Abstract

Technology Update Intervention is necessary during the life cycles of most subsea wells. However, traditional methods can make it time consuming and very costly, with spread rates for drilling and semisubmersible rigs running at USD 1 million to USD 1.4 million per day. There are more than 4,000 producing subsea (wet tree) oil and gas wells worldwide, and the number is increasing by approximately 500 per year. With many wells more than a decade old, intervention is crucial to enable maximum oil and gas extraction. The sustained rise in deepwater exploration has made the need for cost-effective intervention on wet well trees even more pertinent. With the challenging conditions encountered in deep subsea settings such as Asia, Brazil, West Africa, and the Gulf of Mexico, many wells have produced for several years without necessary intervention. This often results in suboptimal production and reduced ultimate recovery.
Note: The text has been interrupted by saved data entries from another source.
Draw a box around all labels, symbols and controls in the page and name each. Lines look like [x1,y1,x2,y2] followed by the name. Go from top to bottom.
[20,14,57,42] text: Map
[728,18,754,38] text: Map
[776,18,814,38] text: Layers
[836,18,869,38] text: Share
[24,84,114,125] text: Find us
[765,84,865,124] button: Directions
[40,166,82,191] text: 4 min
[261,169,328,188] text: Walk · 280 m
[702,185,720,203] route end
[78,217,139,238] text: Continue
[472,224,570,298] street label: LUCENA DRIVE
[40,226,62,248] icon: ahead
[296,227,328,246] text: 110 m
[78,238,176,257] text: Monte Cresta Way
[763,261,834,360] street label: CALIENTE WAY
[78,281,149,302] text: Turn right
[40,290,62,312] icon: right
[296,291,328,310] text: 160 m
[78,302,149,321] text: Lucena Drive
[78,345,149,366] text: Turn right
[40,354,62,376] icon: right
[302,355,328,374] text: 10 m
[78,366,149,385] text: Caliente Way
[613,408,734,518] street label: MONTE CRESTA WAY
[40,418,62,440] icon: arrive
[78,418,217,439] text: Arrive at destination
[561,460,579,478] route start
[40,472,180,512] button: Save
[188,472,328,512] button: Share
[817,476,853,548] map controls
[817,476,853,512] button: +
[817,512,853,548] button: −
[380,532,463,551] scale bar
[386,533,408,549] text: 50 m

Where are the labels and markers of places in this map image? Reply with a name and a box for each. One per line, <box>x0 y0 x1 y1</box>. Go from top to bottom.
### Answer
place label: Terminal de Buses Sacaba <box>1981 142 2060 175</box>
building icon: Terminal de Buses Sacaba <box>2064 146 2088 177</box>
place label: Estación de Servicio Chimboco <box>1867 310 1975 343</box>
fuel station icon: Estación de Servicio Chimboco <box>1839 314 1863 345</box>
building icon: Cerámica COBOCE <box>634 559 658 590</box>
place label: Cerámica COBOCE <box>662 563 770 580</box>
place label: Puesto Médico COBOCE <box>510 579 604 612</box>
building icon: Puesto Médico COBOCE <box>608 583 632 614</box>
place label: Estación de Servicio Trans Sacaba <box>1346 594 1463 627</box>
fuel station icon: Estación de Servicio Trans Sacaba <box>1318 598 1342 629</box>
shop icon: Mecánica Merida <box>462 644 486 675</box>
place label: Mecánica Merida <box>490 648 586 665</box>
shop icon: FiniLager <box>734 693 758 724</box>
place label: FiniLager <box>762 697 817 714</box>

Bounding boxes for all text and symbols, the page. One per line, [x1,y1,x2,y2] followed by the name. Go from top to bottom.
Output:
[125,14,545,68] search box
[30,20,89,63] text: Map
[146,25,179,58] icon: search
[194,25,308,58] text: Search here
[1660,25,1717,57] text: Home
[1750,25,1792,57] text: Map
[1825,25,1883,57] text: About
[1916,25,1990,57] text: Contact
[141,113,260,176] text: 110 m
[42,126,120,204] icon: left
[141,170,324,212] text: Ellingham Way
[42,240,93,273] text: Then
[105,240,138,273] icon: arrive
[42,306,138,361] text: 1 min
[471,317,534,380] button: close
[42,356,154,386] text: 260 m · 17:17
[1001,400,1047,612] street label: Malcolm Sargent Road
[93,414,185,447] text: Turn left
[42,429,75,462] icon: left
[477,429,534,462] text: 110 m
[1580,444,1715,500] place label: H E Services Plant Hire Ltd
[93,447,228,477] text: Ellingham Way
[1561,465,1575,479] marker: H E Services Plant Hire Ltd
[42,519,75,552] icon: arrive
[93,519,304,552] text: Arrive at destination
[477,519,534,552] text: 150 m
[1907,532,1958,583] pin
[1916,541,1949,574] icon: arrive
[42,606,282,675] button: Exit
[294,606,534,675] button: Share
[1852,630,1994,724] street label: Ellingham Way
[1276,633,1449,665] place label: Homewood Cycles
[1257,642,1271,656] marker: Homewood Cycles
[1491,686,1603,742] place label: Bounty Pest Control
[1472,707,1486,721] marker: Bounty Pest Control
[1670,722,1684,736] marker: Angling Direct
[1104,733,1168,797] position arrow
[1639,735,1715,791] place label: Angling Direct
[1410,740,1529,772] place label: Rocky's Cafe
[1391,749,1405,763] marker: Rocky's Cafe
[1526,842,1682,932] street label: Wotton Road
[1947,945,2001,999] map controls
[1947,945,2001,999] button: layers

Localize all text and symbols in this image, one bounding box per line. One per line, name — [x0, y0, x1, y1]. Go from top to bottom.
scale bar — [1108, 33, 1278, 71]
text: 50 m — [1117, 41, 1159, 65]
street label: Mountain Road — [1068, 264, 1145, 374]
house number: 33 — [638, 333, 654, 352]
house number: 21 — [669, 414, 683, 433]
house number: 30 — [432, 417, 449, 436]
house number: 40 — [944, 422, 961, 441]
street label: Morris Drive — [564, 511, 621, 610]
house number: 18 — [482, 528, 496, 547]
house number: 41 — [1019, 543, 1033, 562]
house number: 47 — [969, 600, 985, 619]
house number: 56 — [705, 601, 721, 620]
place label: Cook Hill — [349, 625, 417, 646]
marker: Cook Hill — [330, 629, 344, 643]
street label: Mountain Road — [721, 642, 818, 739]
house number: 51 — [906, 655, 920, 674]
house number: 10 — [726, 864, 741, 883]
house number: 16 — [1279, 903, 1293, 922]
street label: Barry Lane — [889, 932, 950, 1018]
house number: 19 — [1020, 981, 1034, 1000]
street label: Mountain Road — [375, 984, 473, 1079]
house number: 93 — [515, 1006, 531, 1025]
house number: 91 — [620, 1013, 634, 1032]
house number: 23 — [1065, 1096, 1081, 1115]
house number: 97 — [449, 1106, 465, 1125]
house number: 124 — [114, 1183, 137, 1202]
The AX-S system, developed by Expro, is designed to provide a safe, riserless, and remotely operated subsea well intervention method that can complete a typical deepwater intervention in six to eight days, compared with 10 to 12 days for a rig intervention, at a cost savings of approximately 75% to 80% based on lower day rates and speedier job completion. The system, designed and built over a seven-year development period with the input of more than 200 vendors, is in the final commissioning stage. Commercialization is expected later this year. Deployed from a monohull vessel (Fig. 1), the system is the first rigless intervention technology that can operate in waters up to 10,000 ft—several hundred feet deeper than the world’s deepest subsea well. The improved economics afforded by the system will allow operators to increase production and recovery rates in wet tree wells that otherwise might wait additional years for interventions. To enable deployment of the system, Expro has entered into a multiyear charter party contract with TS Marine Asia Pacific to use its dynamically positioned (DP) multiservices vessel Havila Phoenix for worldwide operations. The DP 2 Class vessel is 361 ft long and 75 ft wide with a moonpool of 23.6 ft by 23.6 ft, a 94-ton fiber rope drum winch with deployment tower, a 276-ton wire rope subsea crane, and two ultraheavy-duty Work Class remotely operated vehicles (ROVs) rated to more than 13,000 ft. The winch and crane are equipped with active heave compensation systems.